What the exercise asks :: Find each line below that includes "street", then copy it.

◆ ◆ ◆ ◆ ◆

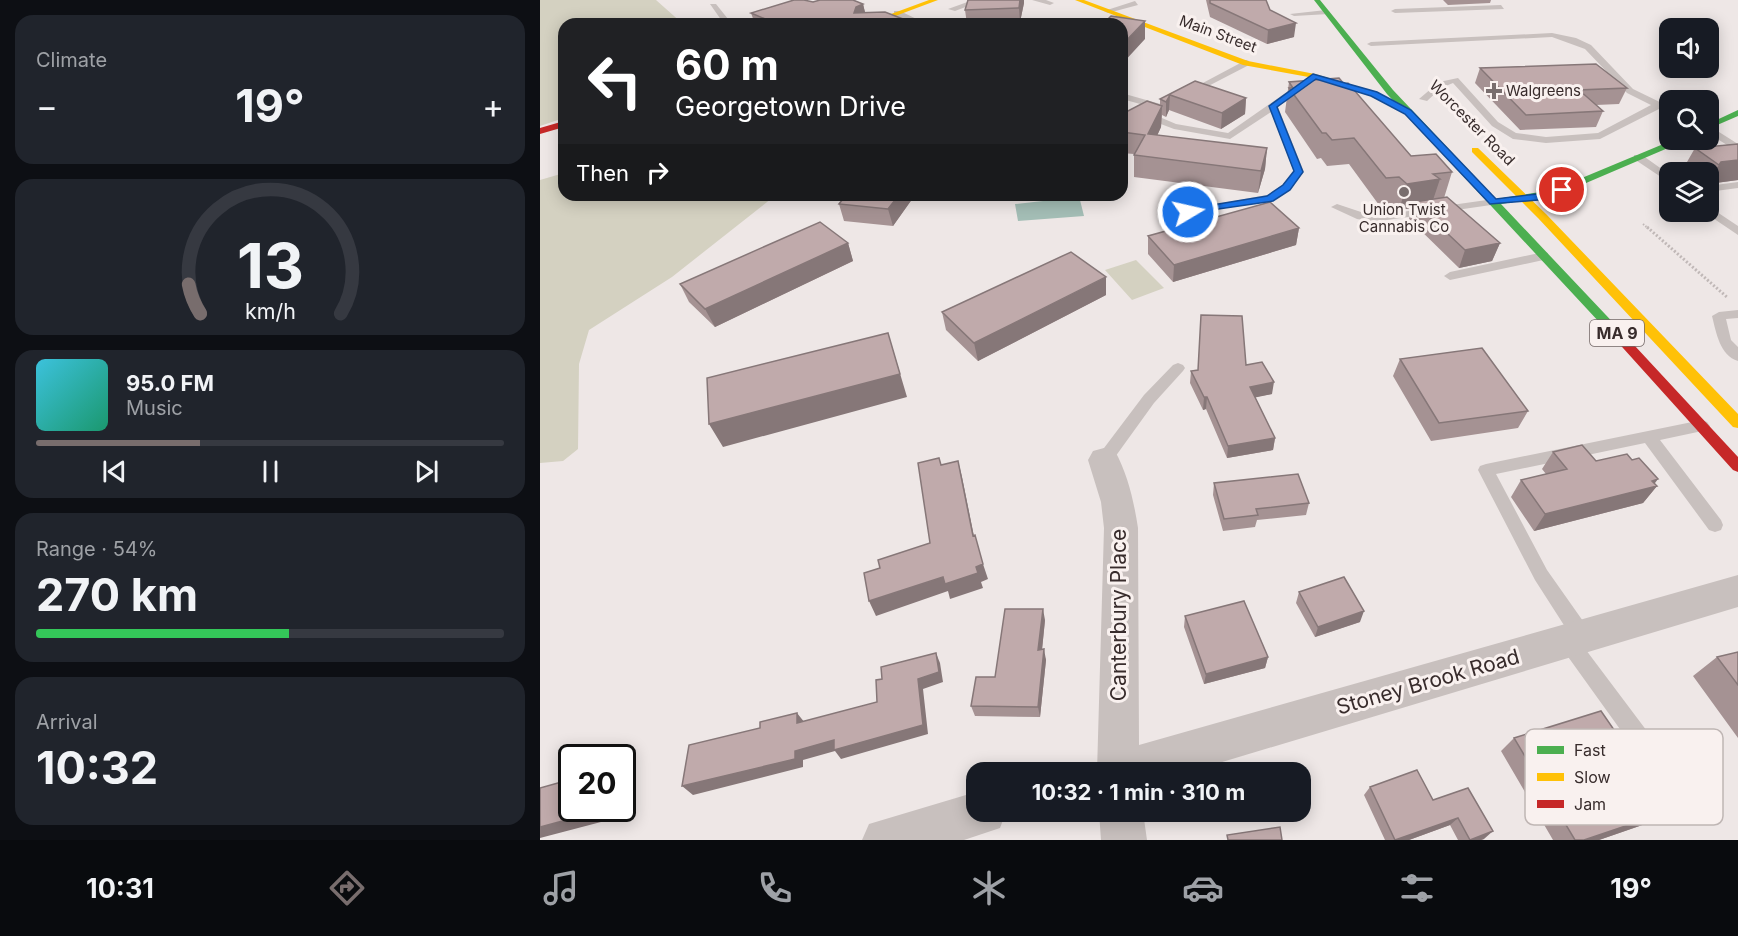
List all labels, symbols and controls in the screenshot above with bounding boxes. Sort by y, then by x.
street label: Main Street [1177,11,1260,56]
map controls [1659,18,1719,222]
button: sound [1659,18,1719,78]
text: 60 m [675,39,779,90]
icon: left [576,42,654,120]
text: Climate [36,48,107,72]
street label: Worcester Road [1426,76,1519,169]
text: 19° [235,78,305,133]
place label: Walgreens [1506,81,1581,100]
marker: Walgreens [1487,84,1501,98]
text: − [36,86,58,126]
text: + [482,86,504,126]
text: Georgetown Drive [675,90,906,123]
button: search [1659,90,1719,150]
icon: right [641,156,674,189]
text: Then [576,160,629,186]
button: layers [1659,162,1719,222]
pin [1536,164,1587,215]
icon: arrive [1545,173,1578,206]
position arrow [1156,180,1220,244]
marker: Union Twist Cannabis Co [1397,185,1411,199]
place label: Union Twist Cannabis Co [1359,200,1449,236]
text: 13 [236,228,304,303]
text: km/h [245,298,295,324]
road number: MA 9 [1590,320,1644,346]
text: 95.0 FM [126,370,214,396]
text: Music [126,396,183,420]
icon: previous [98,455,131,488]
icon: pause [254,455,287,488]
icon: next [410,455,443,488]
street label: Canterbury Place [1106,529,1131,701]
text: Range · 54% [36,537,157,561]
text: 270 km [36,567,198,622]
street label: Stoney Brook Road [1333,643,1522,720]
text: Arrival [36,710,98,734]
legend [1525,729,1723,825]
text: 10:32 [36,740,158,795]
text: Fast [1574,740,1606,760]
speed limit sign: 20 [558,744,636,822]
text: Slow [1574,767,1611,787]
text: 10:32 · 1 min · 310 m [1032,779,1245,805]
text: Jam [1574,794,1606,814]
icon: directions [326,867,368,909]
icon: music [540,867,582,909]
icon: phone [754,867,796,909]
icon: climate [968,867,1010,909]
icon: car [1182,867,1224,909]
icon: filters [1396,867,1438,909]
text: 10:31 [86,872,154,905]
text: 19° [1610,872,1652,905]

◆ ◆ ◆ ◆ ◆

Reply to the exercise ::
street label: Main Street [1177,11,1260,56]
street label: Worcester Road [1426,76,1519,169]
street label: Canterbury Place [1106,529,1131,701]
street label: Stoney Brook Road [1333,643,1522,720]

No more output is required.